Of course that’s probably what these people thought.
30 posts and nobody’s metioned Walmart greeter?
Play your guitar on MTV
That aint workin’
That’s the way you do it
Money for nothing and your chicks for free.
The smell would get to me sooner or later.
That one is probably not that easy because you still have to deal with the general public and have to be on your feet during your shift. The people that have those jobs are generally pretty old as well so that makes it harder. I am glad Wal-Mart makes the opportunity available to them but I wouldn’t want it even for several time what they make.
My last job was on a “campus” with the main building having 1300 employees, me included. It had security 24/7/365 and I often came in as a contractor when I was the only one in the building other than them, I had three security people sitting behind a desk either watching me or, more likely, doing jack shit all day and night with a fleet of security trucks as well.

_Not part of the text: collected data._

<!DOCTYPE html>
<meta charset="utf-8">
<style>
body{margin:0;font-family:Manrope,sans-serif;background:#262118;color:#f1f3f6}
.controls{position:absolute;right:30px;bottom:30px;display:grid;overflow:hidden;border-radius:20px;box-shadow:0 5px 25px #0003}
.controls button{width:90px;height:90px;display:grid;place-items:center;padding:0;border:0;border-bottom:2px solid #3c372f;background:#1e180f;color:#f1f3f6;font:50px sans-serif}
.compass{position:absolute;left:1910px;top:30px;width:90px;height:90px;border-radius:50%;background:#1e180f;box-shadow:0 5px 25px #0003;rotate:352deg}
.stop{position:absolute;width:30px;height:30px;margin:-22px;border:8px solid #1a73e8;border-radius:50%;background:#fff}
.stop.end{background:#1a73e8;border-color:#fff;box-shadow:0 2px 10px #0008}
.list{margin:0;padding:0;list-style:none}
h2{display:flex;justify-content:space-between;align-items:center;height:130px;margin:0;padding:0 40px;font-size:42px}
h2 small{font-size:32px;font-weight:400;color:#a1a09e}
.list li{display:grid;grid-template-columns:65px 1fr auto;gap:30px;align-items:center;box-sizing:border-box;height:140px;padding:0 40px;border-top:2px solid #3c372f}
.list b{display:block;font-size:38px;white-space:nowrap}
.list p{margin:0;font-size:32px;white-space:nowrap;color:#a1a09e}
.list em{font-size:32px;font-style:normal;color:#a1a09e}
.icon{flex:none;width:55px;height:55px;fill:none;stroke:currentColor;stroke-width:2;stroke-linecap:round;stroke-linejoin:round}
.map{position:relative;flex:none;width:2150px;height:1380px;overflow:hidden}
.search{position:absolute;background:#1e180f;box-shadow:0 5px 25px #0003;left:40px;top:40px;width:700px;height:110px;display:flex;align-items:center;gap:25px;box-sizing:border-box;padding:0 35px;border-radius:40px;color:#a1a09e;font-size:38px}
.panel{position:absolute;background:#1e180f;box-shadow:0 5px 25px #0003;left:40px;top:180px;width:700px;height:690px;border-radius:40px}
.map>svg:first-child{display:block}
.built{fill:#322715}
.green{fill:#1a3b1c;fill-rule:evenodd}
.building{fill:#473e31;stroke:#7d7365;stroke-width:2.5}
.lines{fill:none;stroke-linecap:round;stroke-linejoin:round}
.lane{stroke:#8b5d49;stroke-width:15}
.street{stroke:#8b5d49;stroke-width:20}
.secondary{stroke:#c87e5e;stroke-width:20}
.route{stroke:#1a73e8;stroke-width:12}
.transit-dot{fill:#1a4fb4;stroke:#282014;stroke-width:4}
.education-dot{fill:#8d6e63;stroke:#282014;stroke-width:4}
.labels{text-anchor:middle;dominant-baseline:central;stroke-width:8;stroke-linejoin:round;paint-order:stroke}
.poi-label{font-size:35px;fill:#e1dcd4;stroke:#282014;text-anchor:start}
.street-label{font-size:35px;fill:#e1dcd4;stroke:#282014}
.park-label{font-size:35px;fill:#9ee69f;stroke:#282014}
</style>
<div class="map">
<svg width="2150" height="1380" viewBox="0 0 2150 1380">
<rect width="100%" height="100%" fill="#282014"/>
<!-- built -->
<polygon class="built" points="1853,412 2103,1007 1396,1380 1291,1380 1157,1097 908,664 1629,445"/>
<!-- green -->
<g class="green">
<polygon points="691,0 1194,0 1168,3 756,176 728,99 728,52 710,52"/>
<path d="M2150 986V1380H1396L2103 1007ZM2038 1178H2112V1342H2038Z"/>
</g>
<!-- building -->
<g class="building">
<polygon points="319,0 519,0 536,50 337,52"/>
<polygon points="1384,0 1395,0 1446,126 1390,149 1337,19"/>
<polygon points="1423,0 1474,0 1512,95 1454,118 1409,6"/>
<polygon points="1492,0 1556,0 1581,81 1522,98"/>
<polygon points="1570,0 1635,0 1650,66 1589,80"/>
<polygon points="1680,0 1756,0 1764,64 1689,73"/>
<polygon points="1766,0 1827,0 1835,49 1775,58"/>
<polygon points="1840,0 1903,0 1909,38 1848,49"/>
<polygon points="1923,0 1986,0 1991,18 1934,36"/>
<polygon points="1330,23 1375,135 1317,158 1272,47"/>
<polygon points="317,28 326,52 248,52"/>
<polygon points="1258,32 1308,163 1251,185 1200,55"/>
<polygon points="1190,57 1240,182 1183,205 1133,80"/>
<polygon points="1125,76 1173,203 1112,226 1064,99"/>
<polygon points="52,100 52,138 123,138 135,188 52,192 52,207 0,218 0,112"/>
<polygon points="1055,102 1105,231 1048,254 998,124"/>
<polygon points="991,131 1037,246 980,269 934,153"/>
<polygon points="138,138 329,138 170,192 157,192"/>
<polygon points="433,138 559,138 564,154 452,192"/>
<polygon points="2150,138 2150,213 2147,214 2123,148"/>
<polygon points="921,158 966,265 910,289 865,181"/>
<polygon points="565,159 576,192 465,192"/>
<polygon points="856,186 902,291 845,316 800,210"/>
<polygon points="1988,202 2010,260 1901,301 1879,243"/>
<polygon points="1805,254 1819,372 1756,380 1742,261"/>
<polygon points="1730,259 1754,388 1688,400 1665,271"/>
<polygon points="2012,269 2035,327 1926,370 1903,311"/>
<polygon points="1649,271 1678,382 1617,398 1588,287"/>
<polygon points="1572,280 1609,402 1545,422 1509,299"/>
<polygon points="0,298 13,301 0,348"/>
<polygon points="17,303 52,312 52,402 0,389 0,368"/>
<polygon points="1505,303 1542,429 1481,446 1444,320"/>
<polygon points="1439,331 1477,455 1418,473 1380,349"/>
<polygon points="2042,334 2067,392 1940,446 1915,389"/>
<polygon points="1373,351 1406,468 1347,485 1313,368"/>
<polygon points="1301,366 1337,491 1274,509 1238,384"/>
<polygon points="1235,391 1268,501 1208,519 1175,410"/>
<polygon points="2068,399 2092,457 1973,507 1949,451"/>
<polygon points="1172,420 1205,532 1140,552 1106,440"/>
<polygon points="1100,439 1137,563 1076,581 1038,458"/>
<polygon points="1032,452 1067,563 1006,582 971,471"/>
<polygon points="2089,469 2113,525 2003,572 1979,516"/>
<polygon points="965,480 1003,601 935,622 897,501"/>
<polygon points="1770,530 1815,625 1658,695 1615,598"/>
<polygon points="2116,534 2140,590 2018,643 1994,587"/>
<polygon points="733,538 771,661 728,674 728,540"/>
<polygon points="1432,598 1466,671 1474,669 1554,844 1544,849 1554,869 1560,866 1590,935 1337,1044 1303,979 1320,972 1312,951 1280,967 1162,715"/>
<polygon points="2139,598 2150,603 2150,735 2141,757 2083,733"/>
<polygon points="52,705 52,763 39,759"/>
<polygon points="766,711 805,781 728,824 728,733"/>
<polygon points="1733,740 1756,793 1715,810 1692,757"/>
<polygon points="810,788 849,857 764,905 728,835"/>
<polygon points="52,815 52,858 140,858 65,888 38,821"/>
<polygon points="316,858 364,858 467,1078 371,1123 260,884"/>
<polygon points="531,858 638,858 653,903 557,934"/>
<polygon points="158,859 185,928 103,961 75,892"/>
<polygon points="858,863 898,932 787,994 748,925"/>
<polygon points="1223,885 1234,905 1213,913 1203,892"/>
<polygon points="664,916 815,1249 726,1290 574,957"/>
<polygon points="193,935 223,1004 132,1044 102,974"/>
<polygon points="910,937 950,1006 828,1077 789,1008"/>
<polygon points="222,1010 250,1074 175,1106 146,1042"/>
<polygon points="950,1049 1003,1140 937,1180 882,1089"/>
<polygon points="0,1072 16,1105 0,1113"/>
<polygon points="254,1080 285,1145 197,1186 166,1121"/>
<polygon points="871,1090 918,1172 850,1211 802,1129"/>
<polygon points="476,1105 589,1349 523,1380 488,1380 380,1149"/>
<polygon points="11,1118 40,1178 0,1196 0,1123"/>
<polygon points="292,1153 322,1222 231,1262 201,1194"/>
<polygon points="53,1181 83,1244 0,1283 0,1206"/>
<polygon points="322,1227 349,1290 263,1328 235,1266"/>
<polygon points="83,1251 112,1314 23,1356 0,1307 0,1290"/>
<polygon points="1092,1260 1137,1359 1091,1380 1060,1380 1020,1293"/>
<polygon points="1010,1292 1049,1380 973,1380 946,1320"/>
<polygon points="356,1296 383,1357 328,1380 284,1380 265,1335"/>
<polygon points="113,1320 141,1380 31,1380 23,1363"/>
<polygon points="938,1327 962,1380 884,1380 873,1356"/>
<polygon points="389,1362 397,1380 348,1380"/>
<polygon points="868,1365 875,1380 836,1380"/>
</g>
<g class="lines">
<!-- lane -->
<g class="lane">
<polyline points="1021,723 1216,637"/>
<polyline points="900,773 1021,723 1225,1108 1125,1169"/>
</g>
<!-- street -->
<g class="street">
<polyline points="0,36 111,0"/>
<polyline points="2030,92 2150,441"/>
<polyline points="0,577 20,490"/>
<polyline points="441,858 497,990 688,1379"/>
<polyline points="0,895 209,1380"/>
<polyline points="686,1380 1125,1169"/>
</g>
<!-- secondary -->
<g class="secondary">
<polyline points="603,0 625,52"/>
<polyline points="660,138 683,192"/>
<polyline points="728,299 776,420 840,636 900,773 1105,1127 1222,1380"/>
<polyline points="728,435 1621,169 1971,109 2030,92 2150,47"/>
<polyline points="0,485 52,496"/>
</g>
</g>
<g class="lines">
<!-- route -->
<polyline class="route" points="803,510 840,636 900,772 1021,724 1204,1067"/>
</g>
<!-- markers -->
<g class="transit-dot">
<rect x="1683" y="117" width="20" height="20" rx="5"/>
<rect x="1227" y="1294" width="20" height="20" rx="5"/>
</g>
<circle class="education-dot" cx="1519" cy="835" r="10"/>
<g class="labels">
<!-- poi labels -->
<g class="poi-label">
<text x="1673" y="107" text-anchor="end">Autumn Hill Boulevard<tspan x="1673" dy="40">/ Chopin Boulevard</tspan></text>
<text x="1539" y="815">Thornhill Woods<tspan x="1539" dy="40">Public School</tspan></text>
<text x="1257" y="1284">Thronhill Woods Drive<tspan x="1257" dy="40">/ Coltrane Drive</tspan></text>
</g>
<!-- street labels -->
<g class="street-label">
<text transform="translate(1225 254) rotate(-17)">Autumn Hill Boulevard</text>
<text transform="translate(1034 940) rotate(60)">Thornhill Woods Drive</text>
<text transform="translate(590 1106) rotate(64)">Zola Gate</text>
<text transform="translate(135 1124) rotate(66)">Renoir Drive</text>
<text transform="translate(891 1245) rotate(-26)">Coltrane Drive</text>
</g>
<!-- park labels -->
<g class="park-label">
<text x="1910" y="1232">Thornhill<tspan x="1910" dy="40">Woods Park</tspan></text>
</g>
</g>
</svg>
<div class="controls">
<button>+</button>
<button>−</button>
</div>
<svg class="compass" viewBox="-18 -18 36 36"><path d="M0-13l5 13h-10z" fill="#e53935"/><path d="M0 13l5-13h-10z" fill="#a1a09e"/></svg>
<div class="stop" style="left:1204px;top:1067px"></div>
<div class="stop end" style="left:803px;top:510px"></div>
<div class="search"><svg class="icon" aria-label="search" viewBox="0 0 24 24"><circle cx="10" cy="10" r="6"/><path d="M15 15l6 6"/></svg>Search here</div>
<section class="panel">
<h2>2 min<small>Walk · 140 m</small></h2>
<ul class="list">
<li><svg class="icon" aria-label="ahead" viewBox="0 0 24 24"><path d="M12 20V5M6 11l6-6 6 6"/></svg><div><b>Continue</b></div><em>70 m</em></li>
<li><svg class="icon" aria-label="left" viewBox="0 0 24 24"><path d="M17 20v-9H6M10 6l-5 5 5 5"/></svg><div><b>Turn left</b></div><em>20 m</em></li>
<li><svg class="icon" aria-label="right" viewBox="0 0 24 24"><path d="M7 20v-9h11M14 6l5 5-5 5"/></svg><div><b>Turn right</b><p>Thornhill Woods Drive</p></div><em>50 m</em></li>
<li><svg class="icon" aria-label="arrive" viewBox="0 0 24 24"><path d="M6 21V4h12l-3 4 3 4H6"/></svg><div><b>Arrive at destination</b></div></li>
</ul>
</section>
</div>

I’ve been meaning to start a thread on this for years . . .
WHAT IS their job? The name suggests that they’re supposed to say hello as you walk in, or maybe just smile, or perhaps at least look in your direction, but I have never in my life received the slightest acknowledgment from one. It’s as if they’re paid to stand there and give you a bad impression of Wal Mart employees.
I walked in a Walmart the other day. The typical “old man” greeter was sitting (on a stack of sodas) there at the door. We both happened to make eye contact. When we did I said “Hey, how ya’ doing?”
He didn’t answer me. He just got this scowling look on this face as if how dare I even exist in the same universe as him.
It was kind of funny. Almost as tho’ the entire Walmart store was his lawn.
Oh that’s happened to me many times. You dare to say hello to them and they give you a look that says “fuck your mother.”
Oh, please tell me she was reading Bartleby the Scrivener???
Wally World likes to call them “greeters” but their main purpose is loss prevention.
Be glad they don’t acknowledge you. Around here, they say hello to everyone entering and goodbye to everyone leaving. I guess the theory is that acknowledging you as you enter and leave makes you less anonymous, and therefore less likely to shoplift. They also will ask to check your receipt if you walk out with something that they think is an expensive item.
I personally find them very annoying. Be glad that the ones near you keep their mouths shut.
“Professional poker player” probably seems like a reasonable answer. As the saying goes, however, it’s a hard way to make an easy living.